Safety measures lax at camp sites, experts find
On July 18, when a reporter from the JoongAng Ilbo visited a campground in Incheon, where 45 caravans were lined up, liquefied petroleum gas (LPG) cans connected to each vehicle sat exposed to the sun’s rays in the scorching heat.
Fans of the outdoor units of air conditioners were also blowing warm wind toward them. Fire extinguishers were placed nearby, though they seemed inoperable, and when shaken, their contents felt inactive.
“LPG cans should be placed to avoid direct sunlight and rain,” said Lee Chang-wu, a fire and disaster prevention professor at Soongsil Cyber University, who inspected the site with the reporter. “The cans may explode if they are kept exposed to outdoor fans.”
On the same day, another camp site neighboring a valley in Miryang, South Gyeongsang, had electrical wires lying on the ground and among its trees. Distribution boxes were randomly placed, and no earth leakage circuit breaker (ELCB), which prevents shocks, could be found.

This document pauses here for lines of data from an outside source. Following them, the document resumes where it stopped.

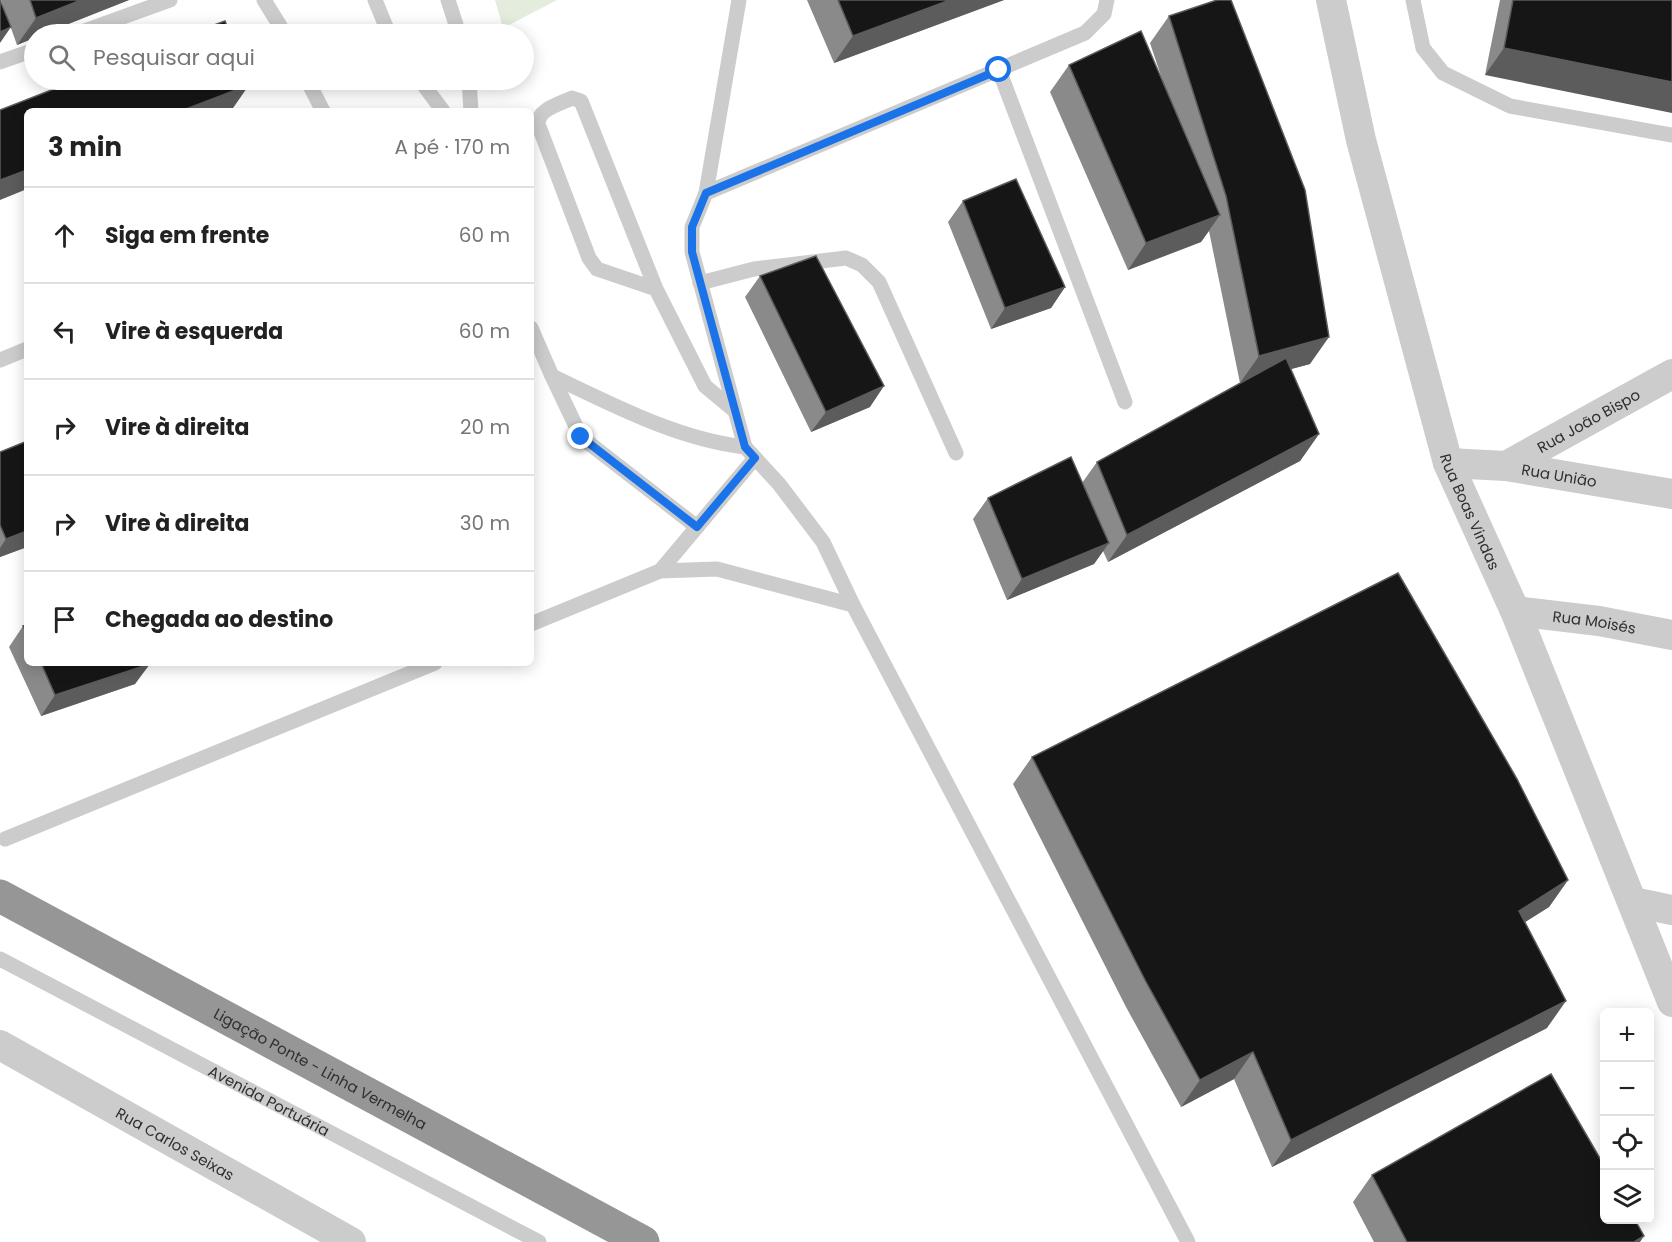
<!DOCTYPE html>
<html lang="pt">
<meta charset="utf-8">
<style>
:root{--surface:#fff;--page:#f6f6f6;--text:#222;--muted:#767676;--line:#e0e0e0}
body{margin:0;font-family:Poppins,sans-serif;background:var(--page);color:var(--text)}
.controls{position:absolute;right:18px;bottom:18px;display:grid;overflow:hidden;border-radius:9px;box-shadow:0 3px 15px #0003}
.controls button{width:54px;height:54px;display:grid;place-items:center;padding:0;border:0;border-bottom:2px solid var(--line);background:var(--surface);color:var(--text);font:30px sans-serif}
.stop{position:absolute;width:18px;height:18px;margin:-14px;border:4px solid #1a73e8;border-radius:50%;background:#fff}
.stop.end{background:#1a73e8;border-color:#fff;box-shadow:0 2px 6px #0008}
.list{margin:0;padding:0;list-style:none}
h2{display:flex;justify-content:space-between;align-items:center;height:78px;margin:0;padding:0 24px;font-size:26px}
h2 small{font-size:20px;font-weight:400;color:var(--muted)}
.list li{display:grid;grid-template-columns:39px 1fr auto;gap:18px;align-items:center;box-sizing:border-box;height:96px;padding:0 24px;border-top:2px solid var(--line)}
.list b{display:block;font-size:22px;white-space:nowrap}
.list em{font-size:20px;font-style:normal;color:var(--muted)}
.icon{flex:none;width:33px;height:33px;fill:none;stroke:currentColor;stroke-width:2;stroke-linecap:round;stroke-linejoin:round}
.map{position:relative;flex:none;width:1672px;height:1242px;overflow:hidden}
.search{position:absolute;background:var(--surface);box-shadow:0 3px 15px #0003;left:24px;top:24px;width:510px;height:66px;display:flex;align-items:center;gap:15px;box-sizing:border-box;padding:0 21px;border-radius:33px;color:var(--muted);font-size:22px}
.panel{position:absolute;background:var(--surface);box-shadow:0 3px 15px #0003;left:24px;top:108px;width:510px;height:558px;border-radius:9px}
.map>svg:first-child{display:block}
.green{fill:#e3ecdd}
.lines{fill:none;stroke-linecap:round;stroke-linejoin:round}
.lane{stroke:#ccc;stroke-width:15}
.street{stroke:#ccc;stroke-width:30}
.highway{stroke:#969696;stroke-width:33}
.wall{fill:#8a8a8a}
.shaded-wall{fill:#5c5c5c}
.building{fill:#161616;stroke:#5c5c5c;stroke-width:1.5}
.route{stroke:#1a73e8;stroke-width:8}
.labels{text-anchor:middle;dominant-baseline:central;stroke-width:6;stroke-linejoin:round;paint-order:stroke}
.street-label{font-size:15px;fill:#2f2f2f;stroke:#fff}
</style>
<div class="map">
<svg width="1672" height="1242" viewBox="0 0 1672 1242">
<rect width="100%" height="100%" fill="#fff"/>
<!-- green -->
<path class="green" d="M495 0H557L503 28Z"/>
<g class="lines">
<!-- lane -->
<g class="lane">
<path d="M264 0 285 34"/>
<path d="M375 0 389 34"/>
<path d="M448 0 459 34"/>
<path d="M1413 0 1423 48 1443 73 1510 106 1672 135"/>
<path d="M76 34 170 0"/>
<path d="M0 62 34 50"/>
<path d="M999 70 1125 402"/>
<path d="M307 80 323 111"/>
<path d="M420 80 443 111"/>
<path d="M469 80 471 111"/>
<path d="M706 193 739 0"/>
<path d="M700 283 754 269 846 258 862 265 879 282 956 453"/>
<path d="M656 289 597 269 589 258 538 124C538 109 560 104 572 98L581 101 656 289 705 386 735 411"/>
<path d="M531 328 552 376C613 405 677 439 745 447L779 484 823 542 853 605 1188 1242"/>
<path d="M0 360 27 349"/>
<path d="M552 376 581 437 697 527"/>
<path d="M745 447 692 252V227L706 193 1085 33 1104 14 1107 0"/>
<path d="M660 571 755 458"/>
<path d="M531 624 660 571 717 569 853 605"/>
<path d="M5 839 435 663"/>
<path id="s1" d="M0 959 539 1242"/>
</g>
<!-- street -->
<g class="street">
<path id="s2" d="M1331 0 1361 140 1448 463 1515 611 1672 1002"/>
<path id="s3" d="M1448 463 1506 466 1672 494"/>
<path id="s4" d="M1506 466 1672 374"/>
<path id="s5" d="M1515 611 1599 621 1672 635"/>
<path d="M1633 902 1672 910"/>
<path id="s6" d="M0 1045 351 1242"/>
</g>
<!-- highway -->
<path class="highway" id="s7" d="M0 896 643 1242"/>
</g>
<!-- wall -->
<path class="wall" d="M1 0H129L43 34H34V38L17 45Z
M807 0H1004L834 63Z
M1500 0H1672L1485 75Z
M1169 16 1310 364 1291 369 1319 434 1300 461 1108 562 1103 551 1094 564 1007 600 973 519 988 498 1082 483 1097 462 1242 382 1240 383 1209 231 1201 242 1128 270 1050 92 1069 65 1163 82 1150 43Z
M963 201 1065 287 1051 308 991 329 948 222Z
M760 276 870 407 811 432 745 297Z
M0 452 27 547 0 557Z
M27 625V663H149L135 684 41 716 9 647 23 626Z
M1032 757 1568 880 1549 907 1525 922 1547 1028 1272 1167 1234 1079 1181 1107 1126 1007 1013 784Z
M1372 1175 1640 1242H1374L1353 1202Z"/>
<!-- shaded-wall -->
<path class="shaded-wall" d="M81 0H129L43 34H34V38L17 45 36 18Z
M950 0H1004L834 63 853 36Z
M11 27 0 43V32Z
M1504 48 1672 82V113L1485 75Z
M249 85 231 111H181Z
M27 170V189L0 200V180Z
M1220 215 1201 242 1128 270 1146 243Z
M1065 287 1051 308 991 329 1005 308Z
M1329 337 1310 364 1240 383 1259 356Z
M884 386 870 407 811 432 826 412Z
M1319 434 1300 461 1108 562 1127 535Z
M27 531V547L0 557V548L6 539Z
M1109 543 1094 564 1007 600 1022 579Z
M150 664 135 684 41 716 55 695Z
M1568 880 1549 907 1500 938 1519 911Z
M1566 1001 1547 1028 1272 1167 1291 1140Z
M1253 1052 1234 1079 1181 1107 1200 1080Z
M1644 1236 1640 1242H1634Z"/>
<!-- building -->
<path class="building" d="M0 0 11 27 0 32Z
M30 0H81L36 18Z
M838 0H950L853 36Z
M1217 0H1231L1305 190 1329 337 1259 356 1226 196 1169 16Z
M1513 0H1672V82L1504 48Z
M225 21 230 34H190Z
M1141 31 1220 215 1146 243 1069 65Z
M77 80H247L249 85 181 111H27V170L0 180V110Z
M1016 179 1065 287 1005 308 963 201Z
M816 256 884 386 826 412 760 276Z
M1286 358 1319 434 1127 535 1097 462Z
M27 441V531L6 539 0 525V452Z
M1071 457 1109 543 1022 579 988 498Z
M1398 573 1517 779 1568 880 1519 911 1566 1001 1291 1140 1253 1052 1200 1080 1145 980 1032 757Z
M27 625V633L23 626Z
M41 663H149L150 664 55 695Z
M1551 1074 1605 1167V1220H1635L1644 1236 1634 1242H1407L1372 1175Z"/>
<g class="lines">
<!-- route -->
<path class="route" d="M581 437 697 527 755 458 745 447 692 252V227L706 193 999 70"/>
</g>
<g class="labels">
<!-- street labels -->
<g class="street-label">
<text stroke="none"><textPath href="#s4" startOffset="94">Rua João Bispo</textPath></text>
<text stroke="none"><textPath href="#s3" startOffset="112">Rua União</textPath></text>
<text stroke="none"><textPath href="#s2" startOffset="531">Rua Boas Vindas</textPath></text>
<text stroke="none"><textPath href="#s5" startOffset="80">Rua Moisés</textPath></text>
<text stroke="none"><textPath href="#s7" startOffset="364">Ligação Ponte - Linha Vermelha</textPath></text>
<text stroke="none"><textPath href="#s1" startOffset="304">Avenida Portuária</textPath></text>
<text stroke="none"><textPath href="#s6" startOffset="201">Rua Carlos Seixas</textPath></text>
</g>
</g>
</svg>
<div class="controls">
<button>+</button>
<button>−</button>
<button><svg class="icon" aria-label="locate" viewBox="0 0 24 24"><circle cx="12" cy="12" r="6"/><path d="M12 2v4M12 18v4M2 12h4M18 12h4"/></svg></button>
<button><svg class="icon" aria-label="layers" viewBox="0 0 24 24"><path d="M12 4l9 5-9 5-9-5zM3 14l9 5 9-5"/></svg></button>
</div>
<div class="stop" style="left:999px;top:70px"></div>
<div class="stop end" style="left:581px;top:437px"></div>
<div class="search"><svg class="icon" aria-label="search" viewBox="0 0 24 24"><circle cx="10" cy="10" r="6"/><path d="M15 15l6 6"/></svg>Pesquisar aqui</div>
<section class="panel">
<h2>3 min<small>A pé · 170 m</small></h2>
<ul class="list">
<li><svg class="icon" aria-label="ahead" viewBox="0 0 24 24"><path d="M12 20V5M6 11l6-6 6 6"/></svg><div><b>Siga em frente</b></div><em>60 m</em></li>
<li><svg class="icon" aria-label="left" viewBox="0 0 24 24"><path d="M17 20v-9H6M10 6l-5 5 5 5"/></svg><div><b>Vire à esquerda</b></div><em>60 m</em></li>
<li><svg class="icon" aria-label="right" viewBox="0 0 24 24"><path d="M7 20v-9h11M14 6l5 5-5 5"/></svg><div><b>Vire à direita</b></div><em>20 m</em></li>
<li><svg class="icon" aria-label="right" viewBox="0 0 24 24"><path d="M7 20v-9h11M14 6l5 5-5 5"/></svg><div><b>Vire à direita</b></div><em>30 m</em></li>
<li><svg class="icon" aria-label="arrive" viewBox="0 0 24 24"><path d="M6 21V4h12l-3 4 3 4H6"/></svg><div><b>Chegada ao destino</b></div></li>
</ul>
</section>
</div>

“Electric wires placed on the ground in disarray have the potential to cause electric shock,” Kim Yu-jin, a fire and disaster prevention professor at the International University of Korea, said in response to the observations.
When a team of reporters from the JoongAng Ilbo paid visits to 24 randomly selected camp grounds across the country between July 15 and July 18 with members of the Korean Institute of Fire Science and Engineering, most appeared to lack safety and prevention measures.
Lax management at campgrounds is largely due in part to insufficient requirements concerning their establishment and operation, experts say. Anyone can open a campsite as long as the grounds meet certain environmental regulations, such as those for sewage disposal.
The Ministry of Safety and Public Administration has outlined safety guidelines for these areas - it advises operators to secure a pathway for fire trucks and set up ELCBs, for example - however, those standards are not legally binding, giving managers the option of foregoing safety measures altogether, particularly those that are costly.
Experts say there should be more legal safety requirements established for camp grounds, particularly given that the number of safety accidents has sharply increased over the years. According to the National Emergency Management Agency, the number of accidents involving campers jumped to 3,004 in 2011, seven times that in 2009, at 429.
The agency did not count from 2012.
During the reporting trip, campers generally used LPGs or portable stoves for cooking at most public grounds, though only two out of 24 campsites had fire extinguishers. Twenty out of the 24 sites employed no health and safety manager, and 10 did not have a broadcast system in place to alert campers of emergency situations.
The campgrounds managed by local authorities weren’t any better either. One at Mount Palgong in Daegu had a designated tent site right next to a 70-degree cliff. Dozens of rocks are believed to have fallen down the slope.
“In case of torrential rain, rocks may fall on the tents,” Choi Yeong-sang, a fire safety management professor at Daegu Health College, commented.
Some areas within the camp site were also about 60 to 70 meters (200 feet) away from the road, making them completely inaccessible to emergency workers if a fire were to break out.
Those managing the campsite insisted, however, that authorities could use “a fire truck with long fire hoses” in such a situation.
There were no fire extinguishers present.
“Registering a camping ground must at least be mandated with minimum safety standards,” said Baek Dong-hyeon, the president of the Korean Institute of Fire Science and Engineering and a fire and disaster protection engineering professor of the Gachon University.
“They should at least be required to have a safety manager or place fire extinguishers.”